• [Exercise objective]: A faithful copy of every entry is the goal; keep the images out of it.

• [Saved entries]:

>>>>>

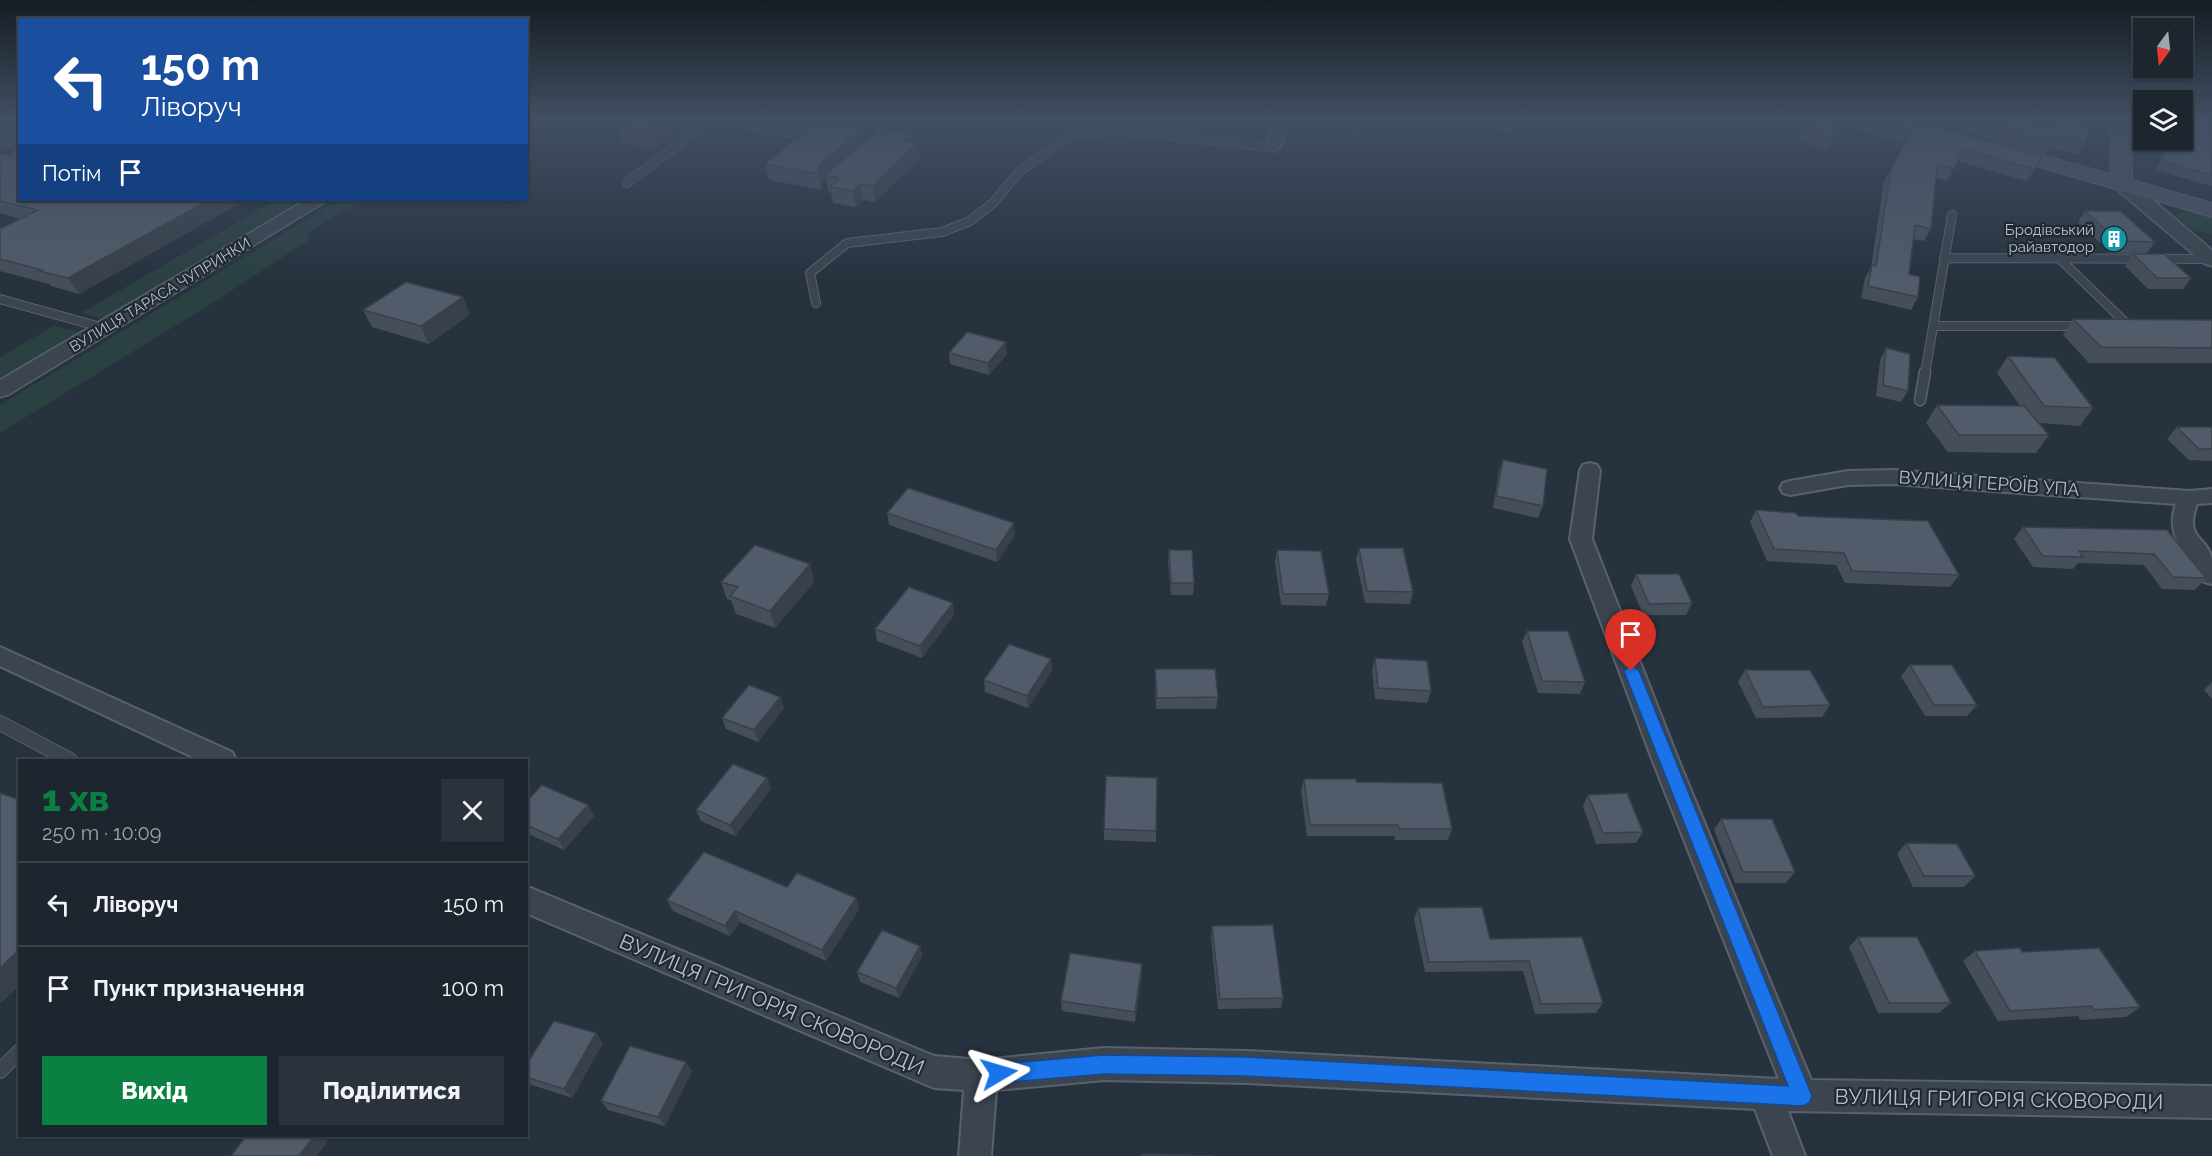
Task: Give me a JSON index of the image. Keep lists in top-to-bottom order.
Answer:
{
  "streets": {
    "street": ["ВУЛИЦЯ ТАРАСА ЧУПРИНКИ", "ВУЛИЦЯ ГЕРОЇВ УПА", "ВУЛИЦЯ ГРИГОРІЯ СКОВОРОДИ"]
  },
  "places": {
    "building": ["Бродівський райавтодор"]
  },
  "north": "bottom",
  "page": {
    "turn": ["150 m", "Ліворуч"],
    "then": "Потім",
    "heading": ["1 хв", "250 m · 10:09"],
    "list": [
      {
        "name": "Ліворуч",
        "value": "150 m"
      },
      {
        "name": "Пункт призначення",
        "value": "100 m"
      }
    ],
    "buttons": ["Вихід", "Поділитися"]
  }
}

<<<<<

• [Task answer]:
Task: Give me a JSON index of the image. Keep lists in top-to-bottom order.
Answer:
{
  "streets": {
    "street": ["ВУЛИЦЯ ТАРАСА ЧУПРИНКИ", "ВУЛИЦЯ ГЕРОЇВ УПА", "ВУЛИЦЯ ГРИГОРІЯ СКОВОРОДИ"]
  },
  "places": {
    "building": ["Бродівський райавтодор"]
  },
  "north": "bottom",
  "page": {
    "turn": ["150 m", "Ліворуч"],
    "then": "Потім",
    "heading": ["1 хв", "250 m · 10:09"],
    "list": [
      {
        "name": "Ліворуч",
        "value": "150 m"
      },
      {
        "name": "Пункт призначення",
        "value": "100 m"
      }
    ],
    "buttons": ["Вихід", "Поділитися"]
  }
}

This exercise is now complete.